I am building SDC pipeline using http client as origin. Output of api call is json (could be nested jason).

After few stages like rename/pivote/flatten, I and writing data into S3. Next stage is hive query reading data from extrenal table reading data from S3 and inserting into final parquet table.

Source API has batch size limitations (some are allowing only 1000 records at a time and some are 2000).  

SDC pipeline is working fine pulling data in a batches and inserting into final table using offsets if data is more than batch size.  

For every batch S3 stage is creating a file and S3 event is getting fired and executing remaining stages of the pipeline. 

Issue: 

This is taking long time when we have data more than 100000 records. 

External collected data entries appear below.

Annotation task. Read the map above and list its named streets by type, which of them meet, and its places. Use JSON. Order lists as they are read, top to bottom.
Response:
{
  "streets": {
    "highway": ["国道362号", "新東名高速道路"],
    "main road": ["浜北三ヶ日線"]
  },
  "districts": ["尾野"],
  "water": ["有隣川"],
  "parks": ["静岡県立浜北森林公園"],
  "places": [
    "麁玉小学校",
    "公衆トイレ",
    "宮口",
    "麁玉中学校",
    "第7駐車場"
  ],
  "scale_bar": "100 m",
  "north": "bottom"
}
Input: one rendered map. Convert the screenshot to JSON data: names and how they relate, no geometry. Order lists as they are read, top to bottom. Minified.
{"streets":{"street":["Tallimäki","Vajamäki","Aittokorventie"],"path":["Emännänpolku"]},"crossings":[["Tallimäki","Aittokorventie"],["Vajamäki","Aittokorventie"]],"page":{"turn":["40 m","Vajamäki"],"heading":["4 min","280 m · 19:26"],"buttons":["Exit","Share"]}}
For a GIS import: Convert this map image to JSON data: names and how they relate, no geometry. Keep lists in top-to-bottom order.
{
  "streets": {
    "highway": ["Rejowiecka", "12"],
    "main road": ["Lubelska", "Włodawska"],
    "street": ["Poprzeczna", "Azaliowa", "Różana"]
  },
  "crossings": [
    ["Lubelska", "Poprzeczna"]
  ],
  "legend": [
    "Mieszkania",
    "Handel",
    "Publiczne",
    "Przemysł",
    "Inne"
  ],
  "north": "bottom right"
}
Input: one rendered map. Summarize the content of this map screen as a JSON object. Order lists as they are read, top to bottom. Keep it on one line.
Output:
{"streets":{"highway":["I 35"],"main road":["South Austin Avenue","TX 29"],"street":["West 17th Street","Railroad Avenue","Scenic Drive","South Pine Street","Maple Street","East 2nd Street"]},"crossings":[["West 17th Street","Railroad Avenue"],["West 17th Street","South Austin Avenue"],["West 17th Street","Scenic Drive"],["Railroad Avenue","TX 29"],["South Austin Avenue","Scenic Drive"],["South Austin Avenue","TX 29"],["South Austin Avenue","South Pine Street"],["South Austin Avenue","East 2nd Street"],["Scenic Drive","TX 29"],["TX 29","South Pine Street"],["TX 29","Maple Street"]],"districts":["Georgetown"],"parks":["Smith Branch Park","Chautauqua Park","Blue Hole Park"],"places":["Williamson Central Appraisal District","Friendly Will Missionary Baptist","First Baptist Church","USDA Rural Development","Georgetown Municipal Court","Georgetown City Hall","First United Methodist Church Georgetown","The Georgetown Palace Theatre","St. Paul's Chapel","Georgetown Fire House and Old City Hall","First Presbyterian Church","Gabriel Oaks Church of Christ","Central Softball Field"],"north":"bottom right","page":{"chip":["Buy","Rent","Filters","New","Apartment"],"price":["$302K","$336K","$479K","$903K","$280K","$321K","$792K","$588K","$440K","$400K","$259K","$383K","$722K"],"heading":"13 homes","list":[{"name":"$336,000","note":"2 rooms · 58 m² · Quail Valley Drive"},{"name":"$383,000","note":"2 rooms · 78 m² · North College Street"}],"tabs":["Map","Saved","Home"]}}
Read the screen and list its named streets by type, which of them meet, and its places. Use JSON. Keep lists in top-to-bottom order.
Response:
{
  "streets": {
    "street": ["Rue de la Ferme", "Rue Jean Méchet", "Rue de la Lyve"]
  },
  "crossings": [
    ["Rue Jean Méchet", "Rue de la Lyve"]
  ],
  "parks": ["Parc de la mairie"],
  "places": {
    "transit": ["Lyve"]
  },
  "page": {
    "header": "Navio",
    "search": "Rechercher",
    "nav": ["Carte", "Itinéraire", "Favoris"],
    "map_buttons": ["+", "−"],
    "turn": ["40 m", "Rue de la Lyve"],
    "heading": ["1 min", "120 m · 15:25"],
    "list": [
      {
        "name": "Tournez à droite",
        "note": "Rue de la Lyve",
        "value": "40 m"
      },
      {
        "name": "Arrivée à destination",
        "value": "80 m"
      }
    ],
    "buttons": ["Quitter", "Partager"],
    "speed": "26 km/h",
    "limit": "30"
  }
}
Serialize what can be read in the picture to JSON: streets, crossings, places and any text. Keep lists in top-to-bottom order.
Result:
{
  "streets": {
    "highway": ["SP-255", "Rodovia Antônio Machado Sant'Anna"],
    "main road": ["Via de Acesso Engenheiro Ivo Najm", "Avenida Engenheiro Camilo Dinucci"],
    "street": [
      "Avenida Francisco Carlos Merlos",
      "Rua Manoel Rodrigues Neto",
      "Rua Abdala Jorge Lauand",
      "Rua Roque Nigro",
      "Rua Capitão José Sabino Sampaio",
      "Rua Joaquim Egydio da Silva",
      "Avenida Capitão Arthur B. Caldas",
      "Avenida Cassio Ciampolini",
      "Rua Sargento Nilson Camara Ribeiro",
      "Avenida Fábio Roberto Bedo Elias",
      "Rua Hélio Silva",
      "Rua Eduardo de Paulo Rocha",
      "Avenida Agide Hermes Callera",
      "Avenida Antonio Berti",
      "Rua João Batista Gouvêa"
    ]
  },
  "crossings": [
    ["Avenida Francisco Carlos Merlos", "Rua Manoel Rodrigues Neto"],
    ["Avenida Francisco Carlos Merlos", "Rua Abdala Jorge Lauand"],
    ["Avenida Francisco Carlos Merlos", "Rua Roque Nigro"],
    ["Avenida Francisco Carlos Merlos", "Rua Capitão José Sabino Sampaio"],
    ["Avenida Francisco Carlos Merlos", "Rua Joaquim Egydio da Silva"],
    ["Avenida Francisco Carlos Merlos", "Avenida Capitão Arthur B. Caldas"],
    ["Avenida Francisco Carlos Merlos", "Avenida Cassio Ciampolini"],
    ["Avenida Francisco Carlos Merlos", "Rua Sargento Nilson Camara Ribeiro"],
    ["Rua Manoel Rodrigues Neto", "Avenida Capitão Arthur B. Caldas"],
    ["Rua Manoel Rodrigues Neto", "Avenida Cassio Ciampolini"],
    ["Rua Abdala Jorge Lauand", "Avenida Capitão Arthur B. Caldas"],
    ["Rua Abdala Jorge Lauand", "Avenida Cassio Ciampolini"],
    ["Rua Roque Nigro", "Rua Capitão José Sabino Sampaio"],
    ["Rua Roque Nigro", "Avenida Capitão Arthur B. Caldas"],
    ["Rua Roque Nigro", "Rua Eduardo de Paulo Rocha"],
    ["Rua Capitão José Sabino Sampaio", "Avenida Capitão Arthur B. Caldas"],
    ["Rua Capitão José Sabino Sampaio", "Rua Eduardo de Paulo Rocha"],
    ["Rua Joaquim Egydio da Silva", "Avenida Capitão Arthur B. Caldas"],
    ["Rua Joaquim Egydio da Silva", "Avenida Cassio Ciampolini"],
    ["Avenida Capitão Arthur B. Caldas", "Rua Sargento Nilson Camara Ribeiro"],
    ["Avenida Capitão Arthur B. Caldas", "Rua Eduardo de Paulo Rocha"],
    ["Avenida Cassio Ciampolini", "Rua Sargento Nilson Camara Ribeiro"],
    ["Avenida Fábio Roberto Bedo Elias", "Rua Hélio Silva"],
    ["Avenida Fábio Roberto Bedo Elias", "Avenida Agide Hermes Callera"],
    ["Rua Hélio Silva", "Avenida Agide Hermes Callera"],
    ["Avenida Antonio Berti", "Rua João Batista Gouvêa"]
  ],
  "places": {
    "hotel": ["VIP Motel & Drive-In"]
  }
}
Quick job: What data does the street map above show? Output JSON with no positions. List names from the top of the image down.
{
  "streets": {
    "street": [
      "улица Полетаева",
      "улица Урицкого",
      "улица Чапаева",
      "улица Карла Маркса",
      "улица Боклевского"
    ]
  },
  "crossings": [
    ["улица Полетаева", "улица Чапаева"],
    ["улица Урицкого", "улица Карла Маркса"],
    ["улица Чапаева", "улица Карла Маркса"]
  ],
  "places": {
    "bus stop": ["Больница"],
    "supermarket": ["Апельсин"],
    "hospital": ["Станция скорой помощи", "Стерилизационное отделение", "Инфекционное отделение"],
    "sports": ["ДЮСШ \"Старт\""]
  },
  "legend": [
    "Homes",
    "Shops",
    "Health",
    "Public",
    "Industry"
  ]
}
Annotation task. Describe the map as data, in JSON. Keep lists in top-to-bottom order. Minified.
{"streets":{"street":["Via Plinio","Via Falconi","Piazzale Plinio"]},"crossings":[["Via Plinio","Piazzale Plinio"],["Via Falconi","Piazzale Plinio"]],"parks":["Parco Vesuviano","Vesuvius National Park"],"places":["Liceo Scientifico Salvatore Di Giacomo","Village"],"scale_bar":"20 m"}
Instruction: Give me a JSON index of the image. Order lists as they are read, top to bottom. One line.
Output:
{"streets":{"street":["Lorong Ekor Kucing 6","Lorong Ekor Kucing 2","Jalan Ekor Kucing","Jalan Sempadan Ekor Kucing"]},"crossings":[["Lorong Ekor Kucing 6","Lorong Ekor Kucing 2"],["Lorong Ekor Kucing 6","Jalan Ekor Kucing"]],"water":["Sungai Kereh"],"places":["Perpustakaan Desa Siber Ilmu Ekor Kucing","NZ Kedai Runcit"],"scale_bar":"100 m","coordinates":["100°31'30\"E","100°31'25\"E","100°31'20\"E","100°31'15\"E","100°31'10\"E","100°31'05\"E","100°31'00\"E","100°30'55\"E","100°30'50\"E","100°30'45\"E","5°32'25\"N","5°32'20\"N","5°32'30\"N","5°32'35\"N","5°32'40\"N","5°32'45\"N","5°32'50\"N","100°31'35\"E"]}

Is there better way to improve perfomance of this SDC pipeline. Most of the time is taken by Hive query stage. IS there way to not execute Hive query or/and  other stages after the S3 stage until all data from API call has been received in S3.

here is typical pipeline

 

Thanks in advance 

Meghraj

@meghraj 

In this case you can split this pipeline into 2 pipelines.

Pipeline 1 :

This will fetch data from HTTP client and store data into S3 bucket.

Pipeline 2 :

This will fetch data from S3 bucket and send to destination.

 

If there are dependency in between pipelines , then create jobs for pipeline 1 and 2  and create an orchestration pipeline and it will help to  increase the performance.  

 

Below link is for orchestration pipeline creation.

https://docs.streamsets.com/platform-datacollector/latest/datacollector/UserGuide/Orchestration_Pipelines/OrchestrationPipelines_Title.html

 

Thanks & Regards

Bikram_


@meghraj 

in case of S3 as a destination, after each batch the file is closed a new one created for the next batch. There are a few ways to handle this

  1. You can increase the batch size to say 100,000 so files will be bigger.
  2. You can write to another location where there are no triggers. Once the pipeline finishes you can run another pipeline that read the files from location A and does a ‘Whole file’ transfer to Location B where events are triggered. As suggested by @Bikram.
  3. You can write to a local file system and on pipeline finish, run a script that merges individual files to 1 big file and transfers to S3
  4. etc etc

Hope it helps.


These are the alternatives we have considered.

We cannot increase the batch size more than API batch size (which is 2000) 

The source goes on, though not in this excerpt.